That's all for now, but I'm going to Milan tomorrow (at 8AM, again...) so I'll have more stories next time I remember to update!
I'll start with Palazzo Vecchio - the Old Palace. when it was constructed (which happened in parts, a bit at a time) there was a need for potential escape routes. As such, these passageways were built into the walls. On our tour we got to visit them and see the secret rooms contained therein. Up the passageways we found secret rooms - one for Cosimo and one for Francesco - as well as Francesco's studiolo, a place where he studied alchemy and adorned the walls and ceiling with paintings representing the elements, the seasons, the humors, the sexes, and other such patterns and thought. It's a gorgeous room, really. Also, the paintings covered secret compartments in the room, each with some simple riddle explaining what was located within. Anyway, beyond that we went into the ceiling and saw the construction that went into the huge ceiling and that has lasted for almost half a millennium.

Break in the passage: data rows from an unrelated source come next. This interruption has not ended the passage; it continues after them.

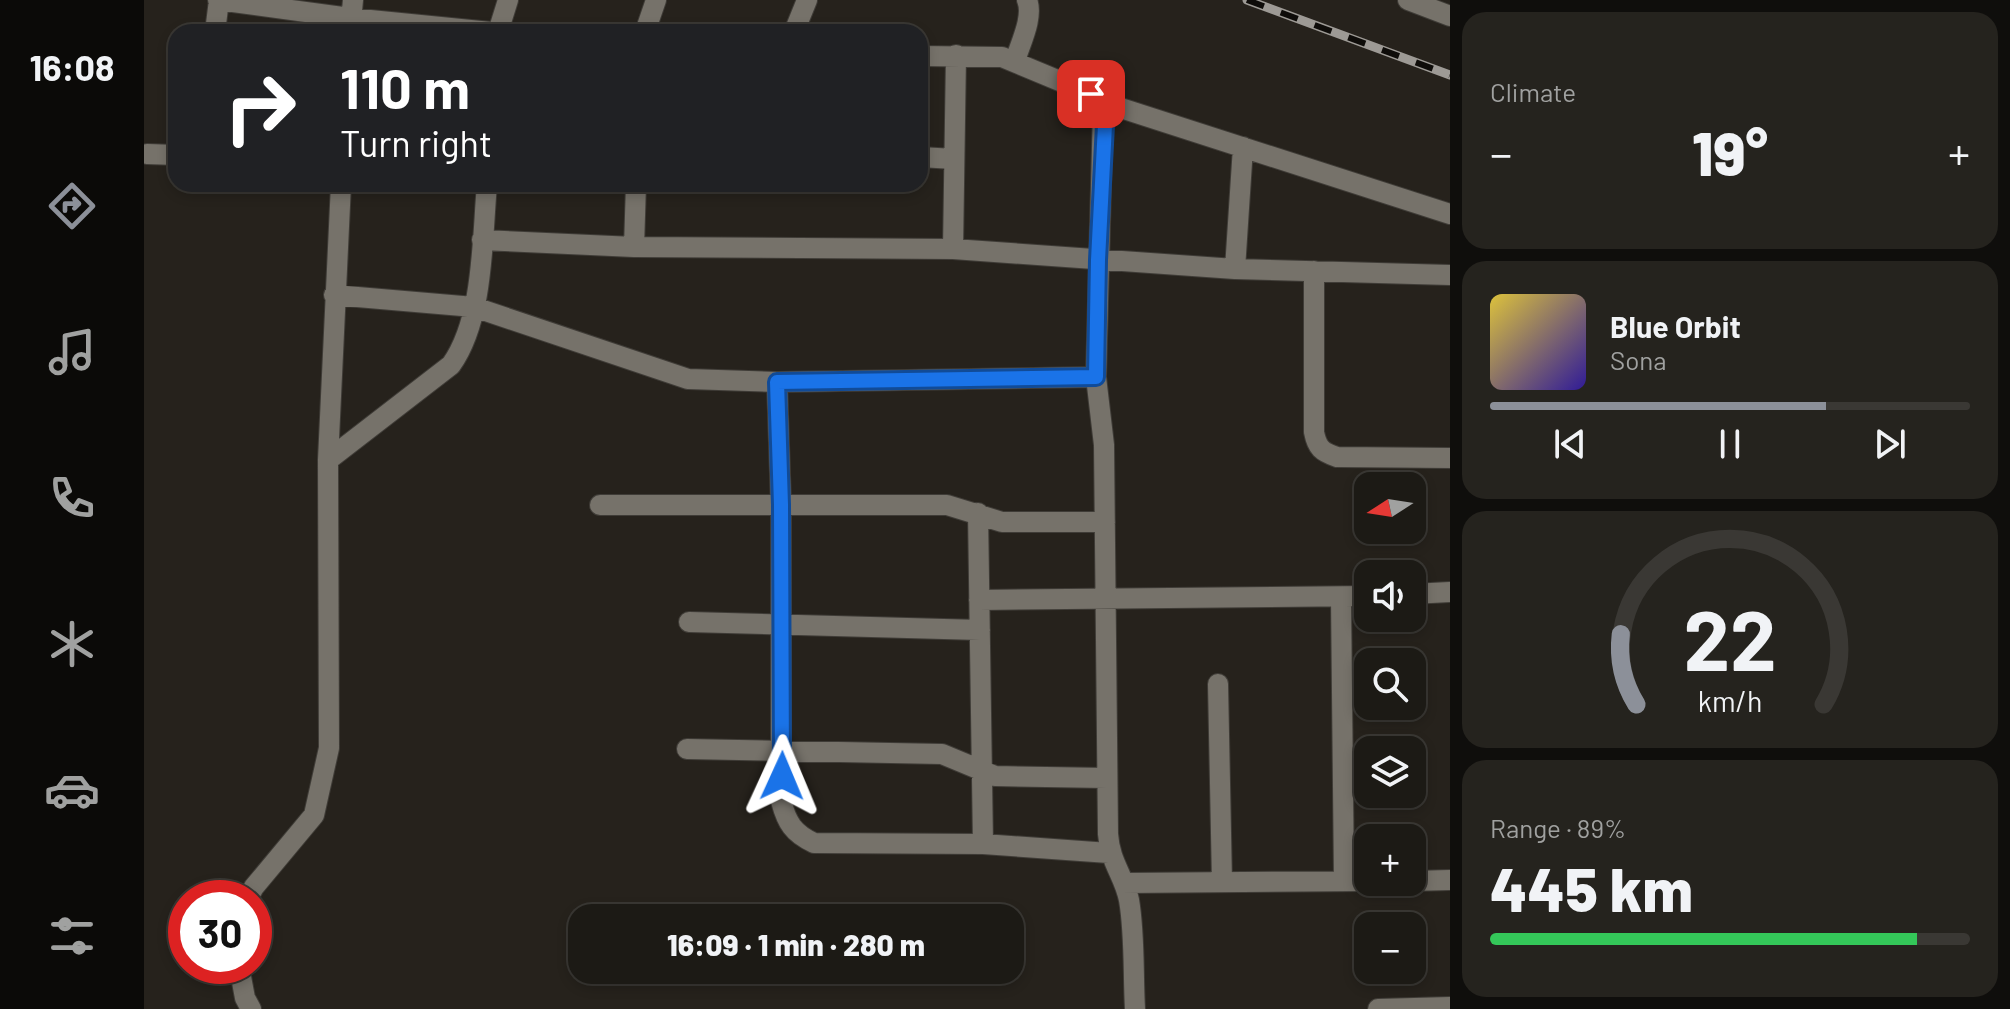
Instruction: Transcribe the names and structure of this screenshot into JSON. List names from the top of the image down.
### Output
{
  "north": "left",
  "page": {
    "tabs": "16:08",
    "tile": [
      "Climate",
      ["Range · 89%", "445 km"]
    ],
    "turn": ["110 m", "Turn right"],
    "heat": ["−", "19°", "+"],
    "song": ["Blue Orbit", "Sona"],
    "map_buttons": ["+", "−"],
    "limit": "30",
    "trip": "16:09 · 1 min · 280 m",
    "gauge": ["22", "km/h"]
  }
}
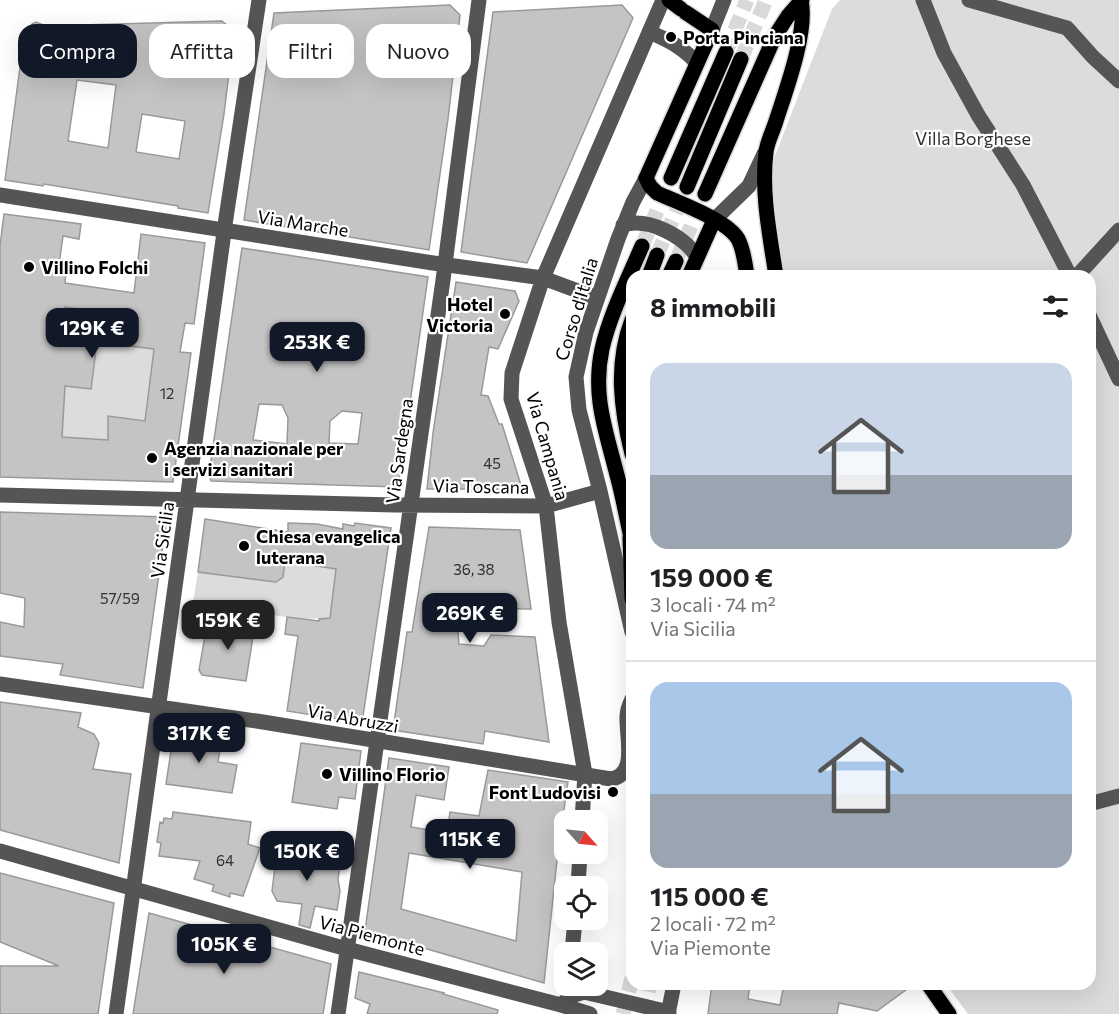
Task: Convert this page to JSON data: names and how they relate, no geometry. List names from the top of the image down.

Torrigiani Garden was absolutely gorgeous. We got a tour from the Torrigiani son who is in charge of the garden, and he was the best tour guide we've had so far. He was really funny and his English was strained but he was really relaxed at the same time. We walked along the paths to see more elemental symbolism and a tower in the center. The garden itself is private, so entry is only permitted by prearranged tours such as ours, and even they were only recently started. There was also a lot of symbolism about the garden as an enclosed place and as a spiritual center, so feel free to ask me about it sometime. I won't bore you with it right now; there's more to talk about!
Palazzo Davanzati was a fairly typical palace museum visit. The palace is maintained in a condition similar to that in which it was originally designed - we saw the bedrooms, sitting rooms, kitchen (on the top floor), and any other rooms one would expect. It was a fairly strict staff - we were not allowed to take photographs, so I do not have any visuals for this one. We also got in trouble once or twice, but we still had fun.
Last weekend turned into a busy weekend of travel that was planned on short notice. On Saturday I went with Amanda, Ian, and Eric to Fiesole (the Etruscan city just north of here and a 1.20 euro, 20-minute bus ride each way) to explore something outside Florence. It turned into a great day: the rain held off, we saw the town of Florence from high above, got some wonderful photos of the clouds, and went for a lovely hike. We explored the woods of Fiesole where Leonardo da Vinci tested his flying machine (though we didn't actually find the location) and a few of the old mining caves (which were apparently restricted, but we only saw those signs on our way out... oops). We had a wonderful hike and a great time out in the woods away from civilization, then came back and relaxed in town for a spell until the bus arrived.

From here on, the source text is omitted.